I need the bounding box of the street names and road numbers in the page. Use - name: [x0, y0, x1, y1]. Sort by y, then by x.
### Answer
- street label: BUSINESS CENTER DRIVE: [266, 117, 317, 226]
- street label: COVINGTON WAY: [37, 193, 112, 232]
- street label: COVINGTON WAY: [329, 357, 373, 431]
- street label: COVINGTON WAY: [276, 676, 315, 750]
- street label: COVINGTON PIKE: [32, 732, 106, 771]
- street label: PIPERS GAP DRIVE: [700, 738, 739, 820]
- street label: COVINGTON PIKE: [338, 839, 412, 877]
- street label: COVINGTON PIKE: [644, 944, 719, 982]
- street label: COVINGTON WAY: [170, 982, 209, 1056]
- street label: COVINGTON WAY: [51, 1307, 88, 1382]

==

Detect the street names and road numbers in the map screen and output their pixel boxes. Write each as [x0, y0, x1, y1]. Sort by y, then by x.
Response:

---

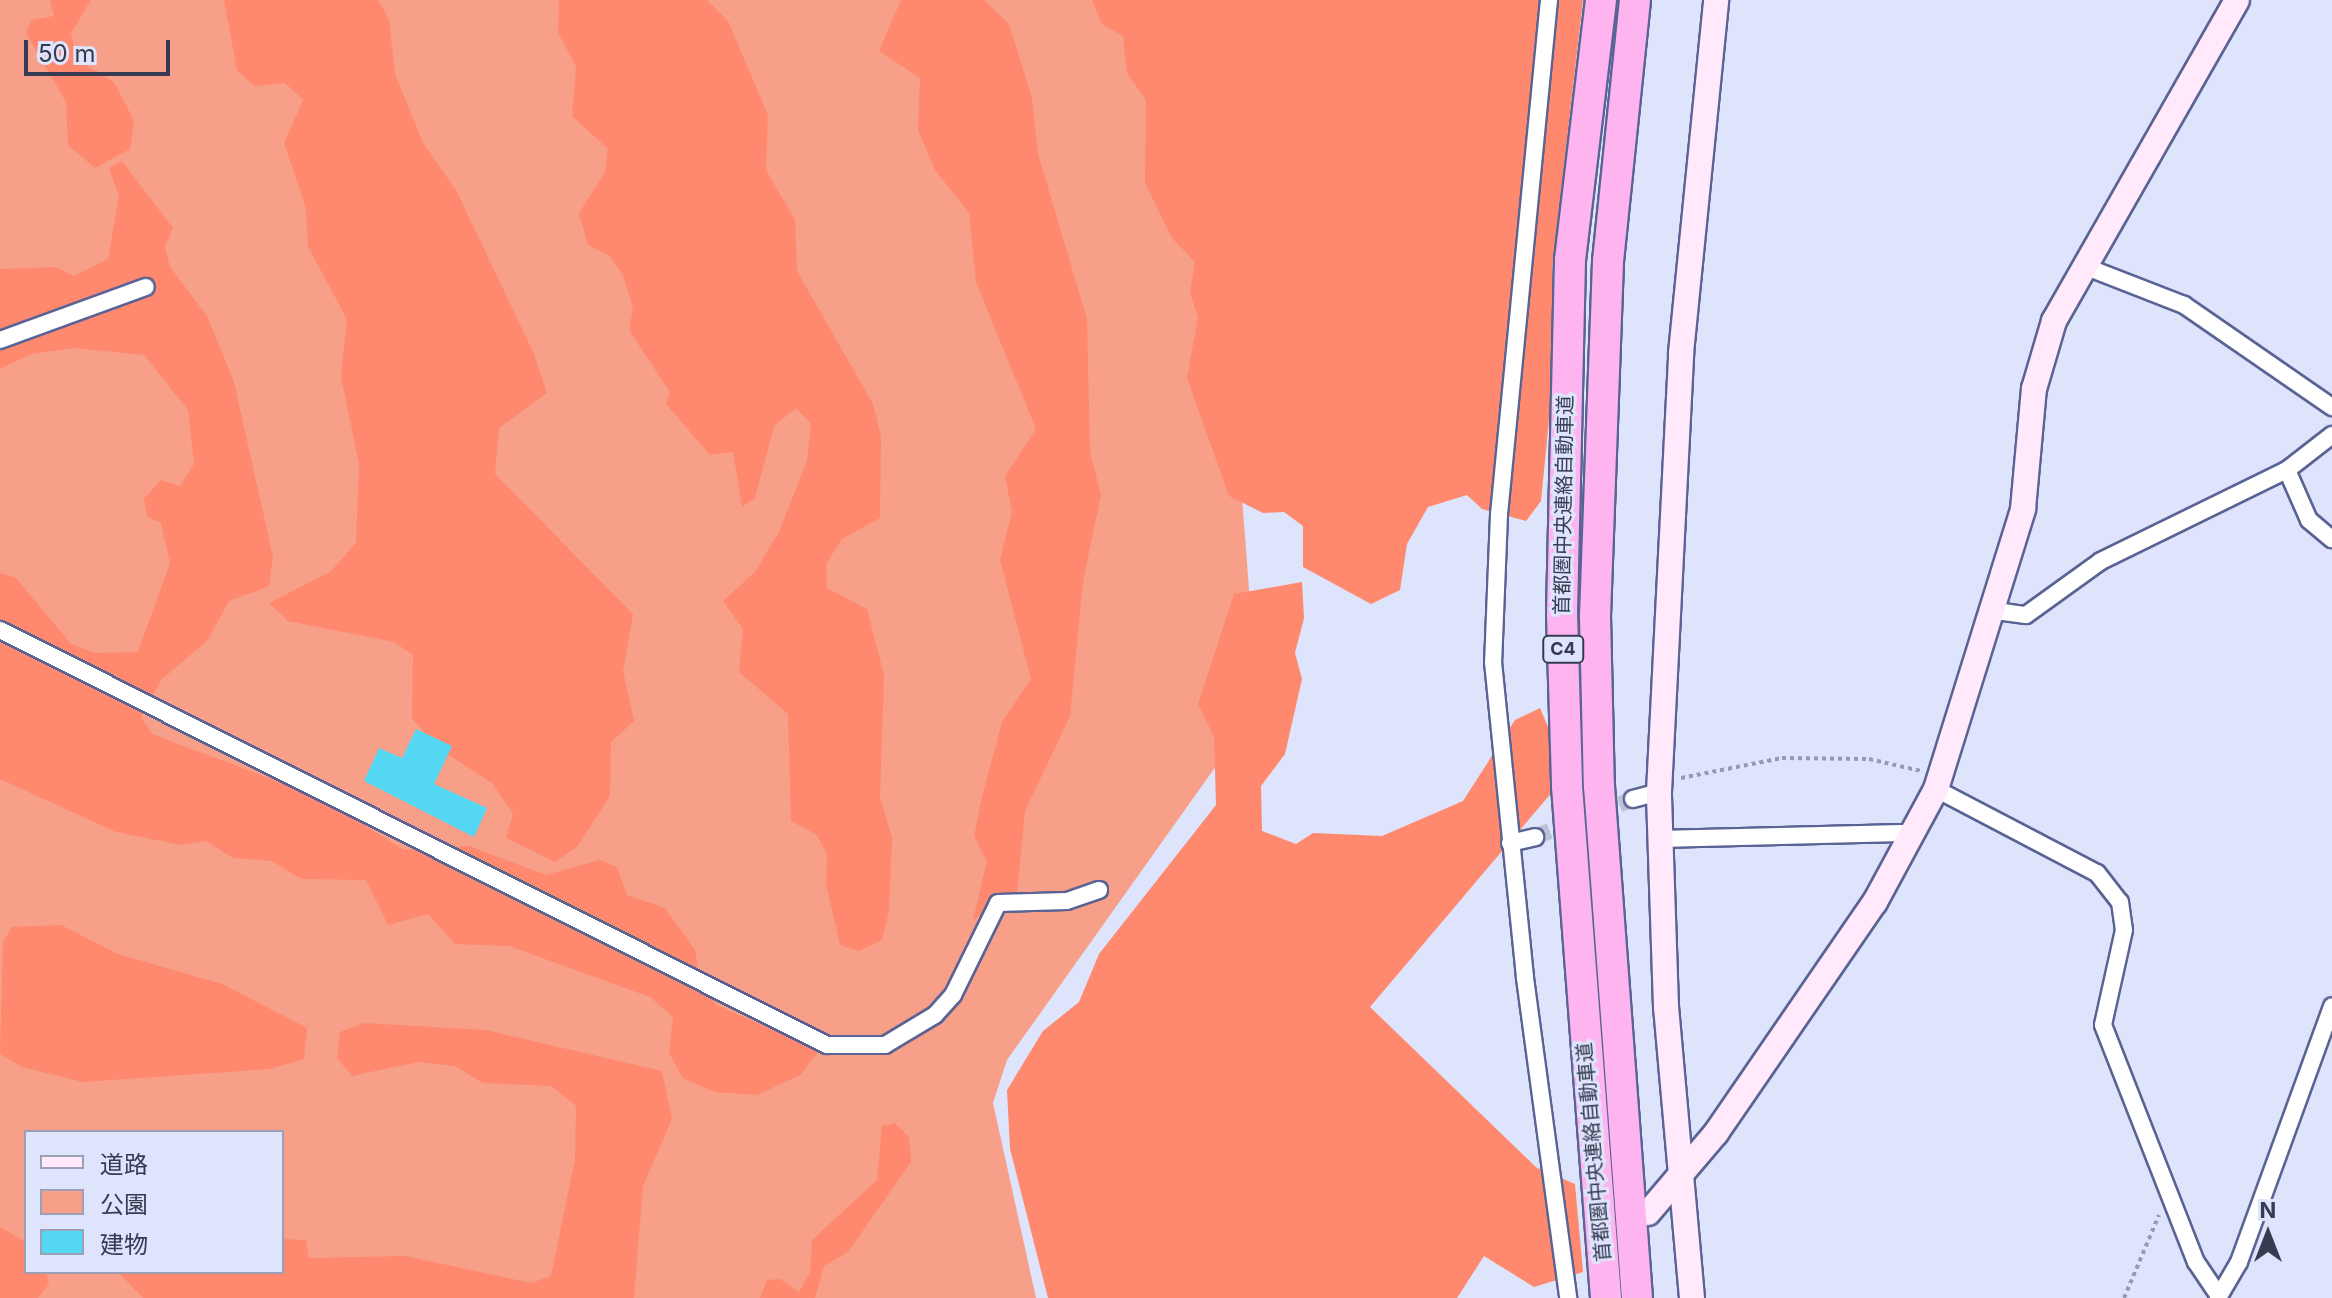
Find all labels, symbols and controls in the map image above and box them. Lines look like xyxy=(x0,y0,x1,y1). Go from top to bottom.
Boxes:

PROBLEM TO WORK ON =
Every line in the entries above that mentions the word "numbers" must be shown.

SOLUTION =
I need the bounding box of the street names and road numbers in the page. Use - name: [x0, y0, x1, y1]. Sort by y, then by x.
Detect the street names and road numbers in the map screen and output their pixel boxes. Write each as [x0, y0, x1, y1]. Sort by y, then by x.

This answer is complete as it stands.